Cloes’s mouth curled more at the sight of each bound inmate that passed. He scraped his jacket leaning into the opposite wall.

“What happened to the arsonist?” he asked. 

“Transferred,” the officer said.

They never answered Syrus when he asked that question. 

“And the knife?”

“Mr. Syrus misremembered. It was a shank.”

Unlikely. 

When they reached the end of the prison threshold, the officer buzzed them through the three sets of timer-operated doors into reception without any outtake paperwork. 

On the other side were four straight-faced men in matching heavy khakis and windbreakers. Even without the telling attire, any Washingtonian could identify them as Secret Service by their rigid bearing.

With no greeting, one special agent handed Syrus a cardboard box. 

“Change, quickly,” he said.

They directed him to the adjacent restroom where the rusted handle wouldn’t quite lock. 

After silently acknowledging the significance of pulling off the uniform pants and shirt for the last time, Syrus’s eyes met a dirty mirror under green-tinted lights. They squinted in disbelief. 

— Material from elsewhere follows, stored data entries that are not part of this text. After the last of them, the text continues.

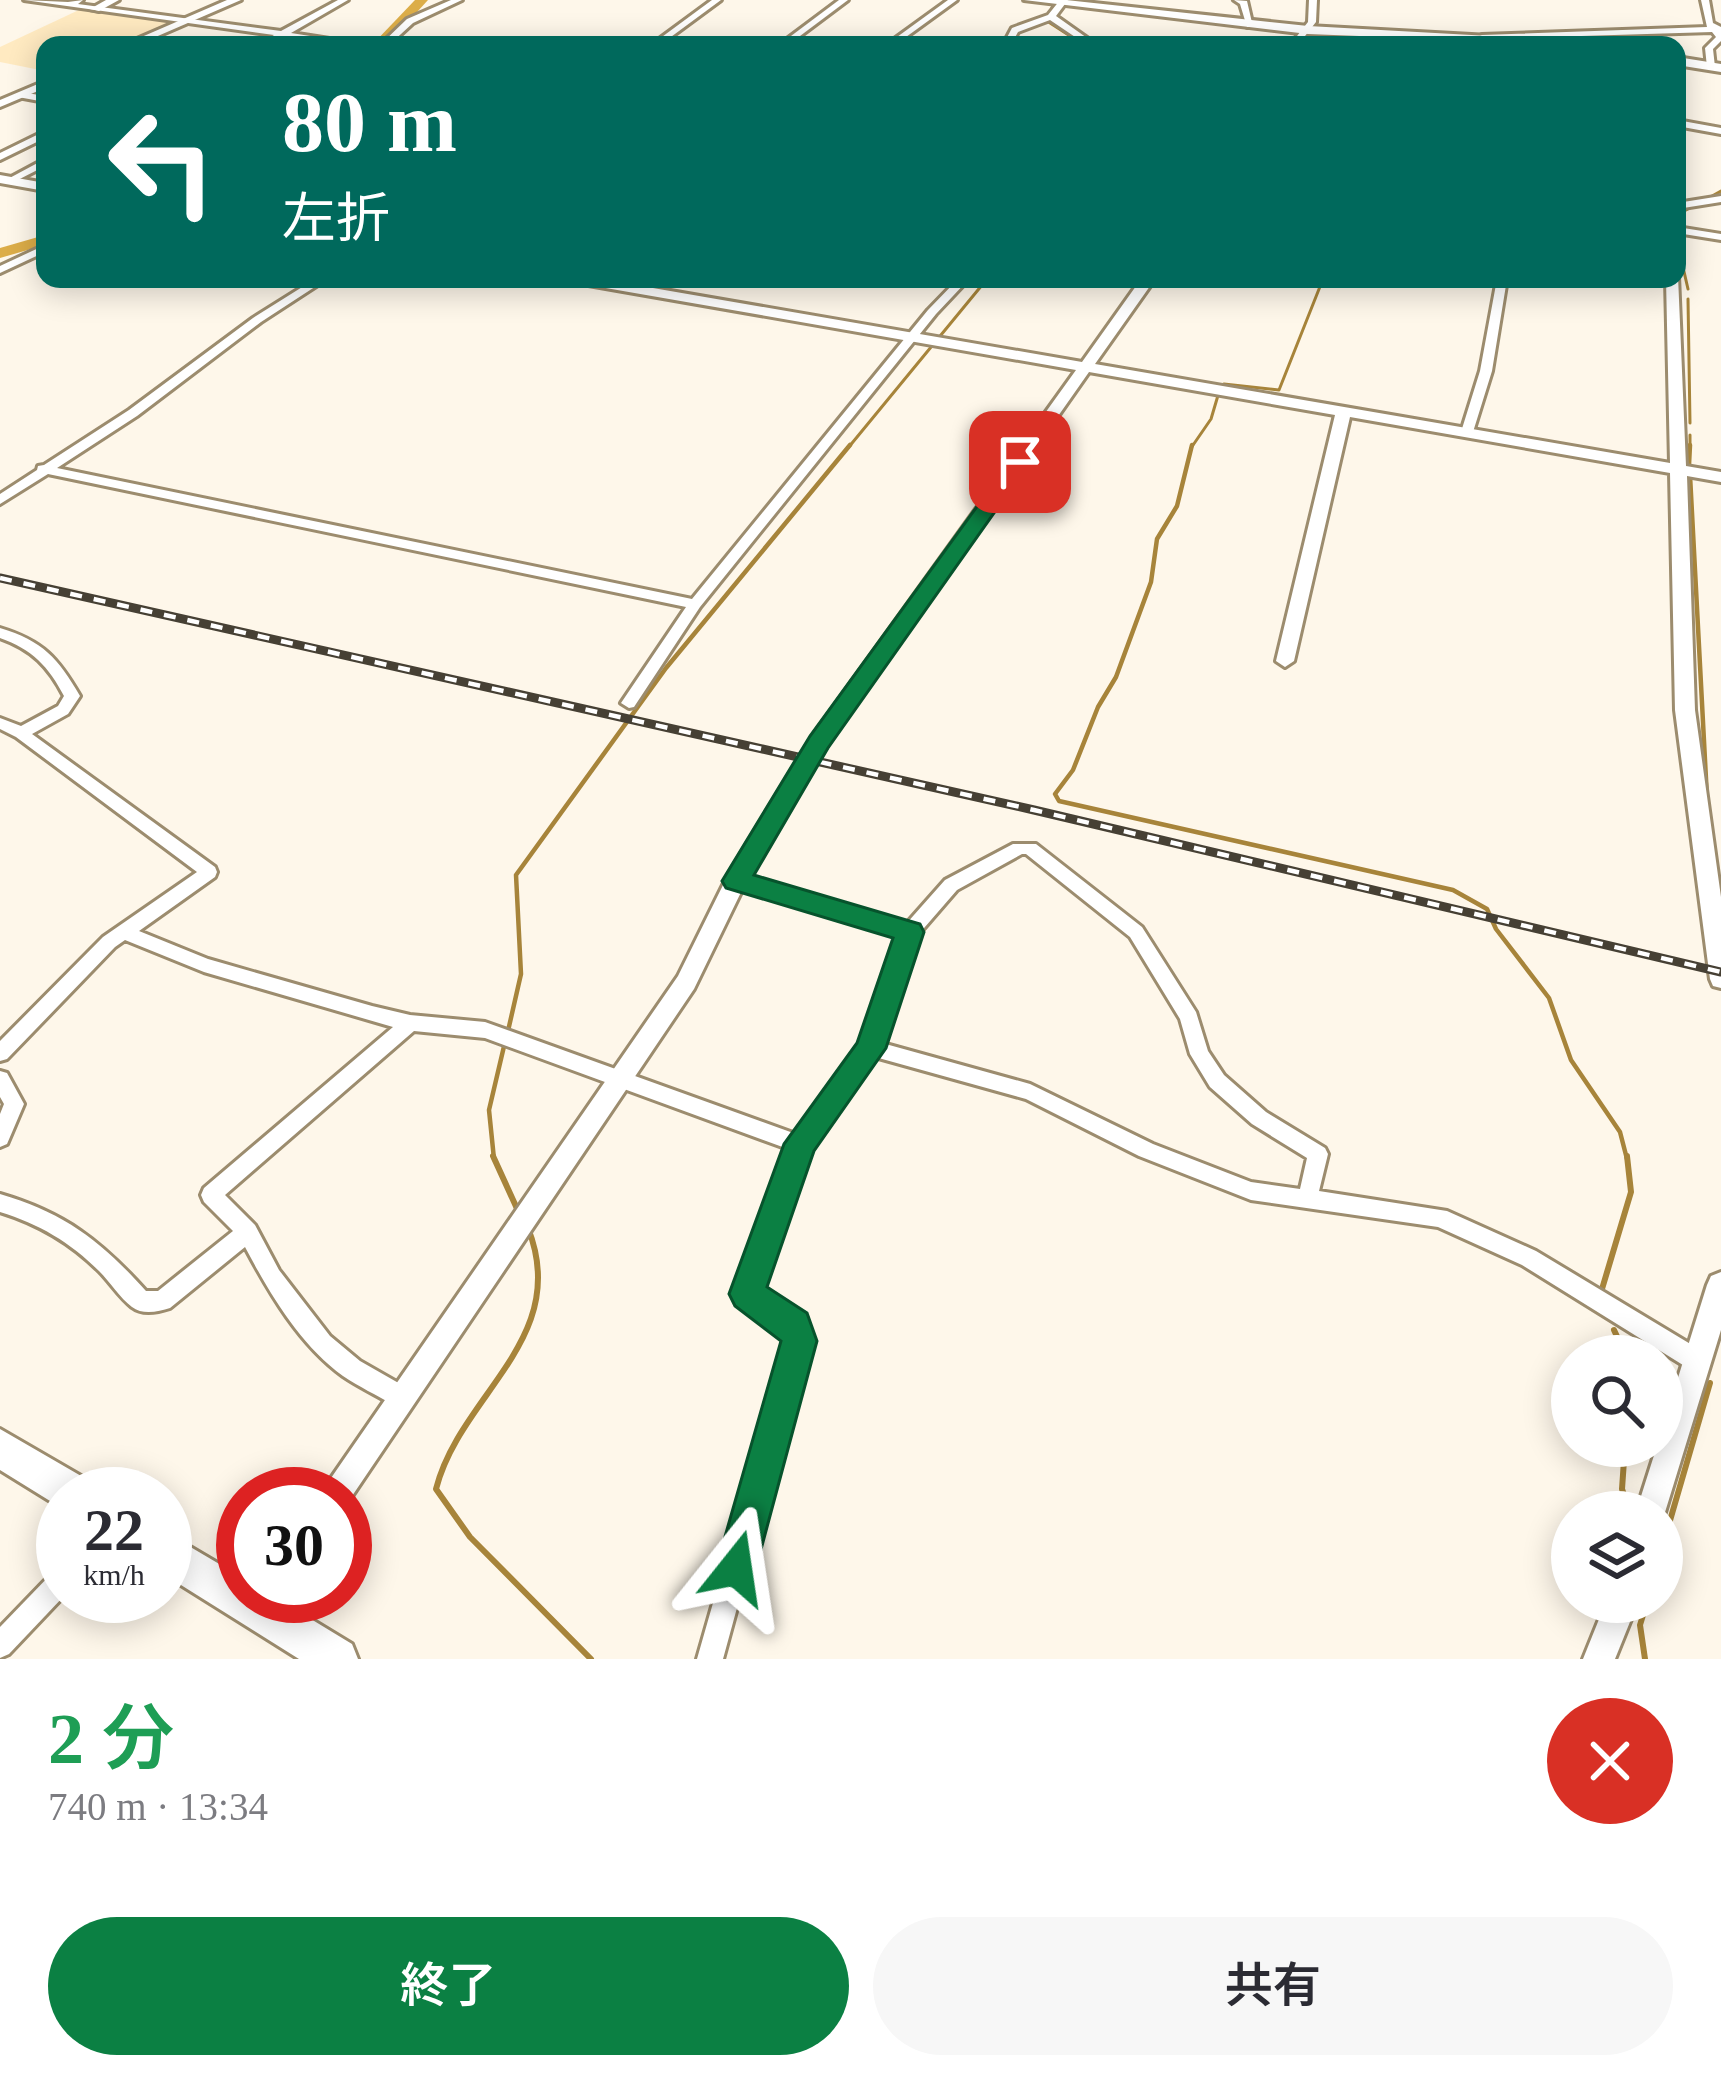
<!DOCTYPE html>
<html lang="ja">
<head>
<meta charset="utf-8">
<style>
	:root { --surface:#fff; --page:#f7f7f7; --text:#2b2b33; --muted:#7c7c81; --accent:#0b8043 }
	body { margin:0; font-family:"Times New Roman","Noto Sans JP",serif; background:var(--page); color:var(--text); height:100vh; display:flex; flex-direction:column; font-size:45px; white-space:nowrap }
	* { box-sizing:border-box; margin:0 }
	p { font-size:39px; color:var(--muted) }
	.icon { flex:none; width:66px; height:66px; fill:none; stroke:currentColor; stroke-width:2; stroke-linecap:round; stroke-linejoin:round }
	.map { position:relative; height:1659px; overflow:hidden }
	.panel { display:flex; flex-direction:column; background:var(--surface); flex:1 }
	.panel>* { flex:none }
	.hud { position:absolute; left:36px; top:36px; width:1650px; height:252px; border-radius:24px; box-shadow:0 6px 30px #0003; background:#00695c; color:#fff; overflow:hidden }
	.controls { position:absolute; left:1551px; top:1335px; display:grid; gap:24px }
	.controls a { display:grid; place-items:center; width:132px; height:132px; border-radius:50%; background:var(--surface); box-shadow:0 6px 30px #0003; font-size:60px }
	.speed { position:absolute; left:36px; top:1467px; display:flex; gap:24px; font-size:60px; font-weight:700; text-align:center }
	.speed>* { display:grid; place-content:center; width:156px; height:156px; border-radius:50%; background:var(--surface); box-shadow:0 6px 30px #0003; line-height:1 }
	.speed small { font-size:30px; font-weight:400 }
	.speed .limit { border:18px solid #d22; background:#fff; color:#111 }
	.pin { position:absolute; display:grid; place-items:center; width:102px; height:102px; color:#fff; margin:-51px; border-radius:24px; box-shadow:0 6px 18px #0006 }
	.me { position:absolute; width:132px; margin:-66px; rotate:15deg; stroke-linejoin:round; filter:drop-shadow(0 0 9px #0008) }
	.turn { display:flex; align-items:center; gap:42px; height:252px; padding:0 48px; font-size:54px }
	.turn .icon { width:156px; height:156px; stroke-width:2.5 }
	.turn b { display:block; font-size:84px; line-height:102px }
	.round { display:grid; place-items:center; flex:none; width:126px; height:126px; border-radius:63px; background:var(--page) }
	.overview { display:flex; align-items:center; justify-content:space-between; height:204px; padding:0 48px }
	h1 { font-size:72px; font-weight:600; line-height:90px; color:#1e9e55 }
	.button { display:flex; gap:24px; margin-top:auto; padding:24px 48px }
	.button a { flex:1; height:138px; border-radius:72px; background:var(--accent); color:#fff; font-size:48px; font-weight:600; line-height:138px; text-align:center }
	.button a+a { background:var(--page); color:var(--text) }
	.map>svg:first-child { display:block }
	.built { fill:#ffeac1 }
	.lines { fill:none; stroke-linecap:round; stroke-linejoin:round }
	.stream-far2 { stroke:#a7843a; stroke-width:3 }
	.stream-far1 { stroke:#a7843a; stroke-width:4.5 }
	.stream { stroke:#a7843a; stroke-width:6 }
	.river { fill:#dcad48; fill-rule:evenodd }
	.minor-casing { stroke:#9c8c6e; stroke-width:6 }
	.tertiary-casing { stroke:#9c8c6e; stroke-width:6 }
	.primary-casing { stroke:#9c8c6e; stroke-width:6 }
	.trunk-casing { stroke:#9c8c6e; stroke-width:6 }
	.minor { fill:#fff; fill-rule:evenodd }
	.tertiary { fill:#fff; fill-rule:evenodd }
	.primary { fill:#fff; fill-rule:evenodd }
	.trunk { fill:#fff; fill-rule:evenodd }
	.rail-casing { stroke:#464034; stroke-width:9 }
	.rail { stroke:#fff; stroke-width:4.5; stroke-dasharray:12; stroke-linecap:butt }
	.route { fill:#0b8043; stroke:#07532c; stroke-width:3 }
</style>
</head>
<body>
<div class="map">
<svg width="1721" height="1659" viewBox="0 0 1721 1659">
	<rect width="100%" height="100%" fill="#fef7ea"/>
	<path class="built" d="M81 9 172 21 121 45H45V71L0 62V47Z"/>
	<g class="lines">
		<g class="stream-far2">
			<path d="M1055 0 1047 21 1084 45"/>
			<path d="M1705 200 1721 191"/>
			<path d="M1677 215 1695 205"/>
			<path d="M1677 241 1688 289"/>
			<path d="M1688 299 1690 423"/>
			<path d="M1224 384 1279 390 1323 279"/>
			<path d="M848 448 987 279"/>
			<path d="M1191 448 1211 419 1219 392"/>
			<path d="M1690 448V435"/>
		</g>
		<g class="stream-far1">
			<path d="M1192 445 1177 506 1157 539 1151 582 1116 677 1098 707 1073 770 1055 794 1059 801 1453 890 1487 909 1496 929 1549 998 1571 1060 1620 1132 1627 1159"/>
			<path d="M1689 465 1690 445"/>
			<path d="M1690 475 1707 798"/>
			<path d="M508 1031 521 974 516 875 666 668 850 445"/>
			<path d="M494 1159 489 1110 505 1042"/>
		</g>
		<g class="stream">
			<path d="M493 1156 519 1213"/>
			<path d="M528 1228C572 1339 460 1394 436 1489L470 1537 591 1659"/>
			<path d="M1602 1289 1631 1192 1627 1156"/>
			<path d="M1614 1330 1626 1356"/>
			<path d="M1625 1446 1622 1489 1630 1512"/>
			<path d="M1662 1548 1710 1383"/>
			<path d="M1645 1659 1640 1625 1647 1602"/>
		</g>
		<g class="river">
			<path d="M415 0H428L387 45H372Z"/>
			<path d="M45 235V245L0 258V248Z"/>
		</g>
		<g class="minor-casing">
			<g id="minor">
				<path d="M24 0 68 2 83 0 78 4 281 31 338 0H348L291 33 368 45H346L283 37 268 45H258L274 35Z"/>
				<path d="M451 0H462L413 23 389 45H380L407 19Z"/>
				<path d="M712 0H721L660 45H651Z"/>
				<path d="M839 0H848L788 45H779Z"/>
				<path d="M948 0H957L895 45H886Z"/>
				<path d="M1060 0H1068L1056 16 1097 45H1087L1050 20 1018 32 1011 45H1003L1012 28 1048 15Z"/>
				<path d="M1234 0 1247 1 1253 27H1247L1240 4Z"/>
				<path d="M1309 0H1317L1316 22 1298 45H1290L1308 22Z"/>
				<path d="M1701 0H1709L1713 23 1721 27V41L1713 49 1715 67 1711 70 1707 67 1705 48 1716 37 1712 32 1482 39 1478 37 1482 35 1707 27Z"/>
				<path d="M21 92 45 96V102L18 97 17 95Z"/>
				<path d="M1677 120 1721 128V134L1677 126Z"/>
				<path d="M45 131V138L0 160V153Z"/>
				<path d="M45 159V166L12 183 4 181Z"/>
				<path d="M1721 196V202L1677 209V203Z"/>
				<path d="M1677 227 1721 234V240L1677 233Z"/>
				<path d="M45 245V252L0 273V266Z"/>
				<path d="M315 279H327L261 322 137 416 57 468 692 599 928 310 958 279H969L936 314 700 607 634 707 629 708 621 703 686 607 48 474 0 504V494L37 470 38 466 44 465 129 410 253 318Z"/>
				<path d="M1497 279H1507L1492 371 1473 432 1467 436 1461 432 1480 371Z"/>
				<path d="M0 628C43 641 58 658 80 696L68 714 32 734 215 867 217 872 215 877 139 931 208 959 372 1006 410 1015 485 1022 796 1134 863 1044 900 936 730 886 727 881 730 876 736 874 906 924 945 880 1013 844H1036L1142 927 1196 1012 1208 1051 1224 1075 1266 1112 1325 1148 1328 1154 1319 1191 1447 1211 1536 1251 1707 1354 1710 1362 1707 1370 1699 1373 1691 1370 1522 1265 1438 1227 1251 1200 1139 1156 1026 1099 875 1057 808 1148 759 1290 802 1318 810 1341 723 1659H697L788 1341 785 1332 739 1301 736 1294 788 1149 485 1038 414 1031 225 1195 255 1225 279 1270 330 1336 360 1361 409 1389 412 1397 409 1405 401 1408 393 1405C377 1395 359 1387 343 1376 300 1345 270 1294 245 1247L170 1308C158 1312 142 1315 132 1307 120 1298 110 1282 99 1271 70 1242 39 1224 0 1212V1194C65 1213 101 1241 146 1291H158L233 1231 204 1202 201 1195 204 1188 393 1027 204 972 125 940 115 947 7 1059 0 1061V1041L103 937 197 872 16 737 0 729V718L21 726 58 706 64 696C49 667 32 649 0 638ZM1022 854H1026L1130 937 1180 1019 1190 1054 1210 1087 1252 1124 1307 1158 1300 1189 1251 1182 1153 1144 1030 1084 882 1043 918 935 957 890Z"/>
				<path d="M0 1071 7 1073 24 1104 7 1144 0 1147V1114L4 1104 0 1097Z"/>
				<path d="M63 1568 64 1596 9 1654 0 1658V1627L54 1571Z"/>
			</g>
		</g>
		<g class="tertiary-casing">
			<g id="tertiary">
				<path d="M106 0H119L99 11 90 9Z"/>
				<path d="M227 0H241L137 45H123Z"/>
				<path d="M45 81V88L0 107V100Z"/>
				<path d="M0 175 45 183V191L0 183Z"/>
				<path d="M1678 276 1686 466 1721 472V482L1687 476 1695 710 1721 897V988L1713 986 1710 979 1675 710 1670 473 1350 417 1294 661 1285 667 1276 661 1335 415 1089 372 826 747 745 884 694 989 346 1505 345 1494H320L678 976 728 875 812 737 1076 370 577 283 570 279H601L1082 362 1141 279H1155L1095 364 1670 463 1666 279Z"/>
				<path d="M1721 1272V1330L1662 1522V1512H1636L1657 1446H1662V1429L1707 1285 1711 1276Z"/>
				<path d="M1606 1602H1638L1615 1659H1583Z"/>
			</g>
		</g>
		<g class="primary-casing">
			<g id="primary">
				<path d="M1024 0H1066L1308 26 1581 41 1588 45 1308 34Z"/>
				<path d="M1677 57 1721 64V72L1677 65Z"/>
			</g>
		</g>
		<g class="trunk-casing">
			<g id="trunk">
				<path d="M0 1429 88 1480 93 1494H63V1509L0 1470Z"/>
				<path d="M165 1532 243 1578V1596H273L352 1644 358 1659H299L165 1575Z"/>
			</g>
		</g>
		<use href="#minor" class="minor"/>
		<use href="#tertiary" class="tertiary"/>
		<use href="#primary" class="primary"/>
		<use href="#trunk" class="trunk"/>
		<g class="rail-casing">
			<path id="rail" d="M0 578 1034 810 1721 972"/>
		</g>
		<use href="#rail" class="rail"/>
	</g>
	<path class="route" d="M1020 455 1030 462 828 748 754 875 920 924 924 932 886 1048 814 1151 767 1287 807 1313 817 1341 756 1568 750 1582 736 1588 721 1582 716 1568 781 1341 735 1306 729 1294 784 1144 857 1043 893 938 726 888 722 881 810 736 1013 457Z"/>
</svg>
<div class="controls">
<a><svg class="icon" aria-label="search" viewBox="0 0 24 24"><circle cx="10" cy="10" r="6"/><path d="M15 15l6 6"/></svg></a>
<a><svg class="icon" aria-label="layers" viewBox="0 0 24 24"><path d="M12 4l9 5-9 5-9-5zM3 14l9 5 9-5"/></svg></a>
</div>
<div class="speed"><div>22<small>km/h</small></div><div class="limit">30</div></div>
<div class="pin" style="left:1020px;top:462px;background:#d93025"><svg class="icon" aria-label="arrive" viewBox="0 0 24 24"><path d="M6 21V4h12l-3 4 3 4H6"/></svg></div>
<svg class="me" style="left:736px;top:1568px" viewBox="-20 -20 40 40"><path d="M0-17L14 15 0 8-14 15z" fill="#0b8043" stroke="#fff" stroke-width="4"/></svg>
<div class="hud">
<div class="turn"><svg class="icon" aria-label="left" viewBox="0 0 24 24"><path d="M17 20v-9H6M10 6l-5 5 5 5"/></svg><div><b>80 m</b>左折</div></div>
</div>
</div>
<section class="panel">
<div class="overview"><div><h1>2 分</h1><p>740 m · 13:34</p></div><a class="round" style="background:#d93025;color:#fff"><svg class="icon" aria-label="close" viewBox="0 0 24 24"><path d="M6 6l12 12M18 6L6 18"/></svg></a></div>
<div class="button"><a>終了</a><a>共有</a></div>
</section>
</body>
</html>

He didn’t recognize the thin, older-looking man before him with a bandage on his shoulder. He never noticed his reflection inside the prison walls.

His dark, scraggly hair cast shadows into the lines beside his gray eyes. He shaved two days ago, but the strands that grew in were patched with white. The agent gave him a suit from his own storage unit, but his arms didn’t fill out the navy jacket sleeves.

I’m only thirty-nine years old. 

But what did age matter when no milestones were met? He was childless and unmarried. He owned nothing. 

He widened his eyes, which creased them more. 

Cloes and the agents didn’t seem to notice Syrus’s discomposure when they hurried him outside to a government Cadillac that looked identical to the ones he rode in hundreds of times before. When a frigid breeze hit his face and the dead grass crunched beneath his dress shoes, disappointment over the bagginess of his jacket wisped away. The clothes may have appeared starchy in the high noon sun, but they were his own. He was stabbed, but the wound was healing.

“Mr. Syrus,” another special agent said. “Get in the car.”

He took the backseat, and Secret Service filled the rows ahead of him. After a few minutes, the window defrosted, and Washington materialized. Dull winter coated the museums and landmarks he used to pass on walks, and Syrus anticipated the turns to his old apartment, until they ended up on 2nd Street.

“Where are we going?” he asked.

“The rest of the Inauguration. They want you on the balcony.” Cloes said, eyes on his phone screen where an image of Syrus was pulled up.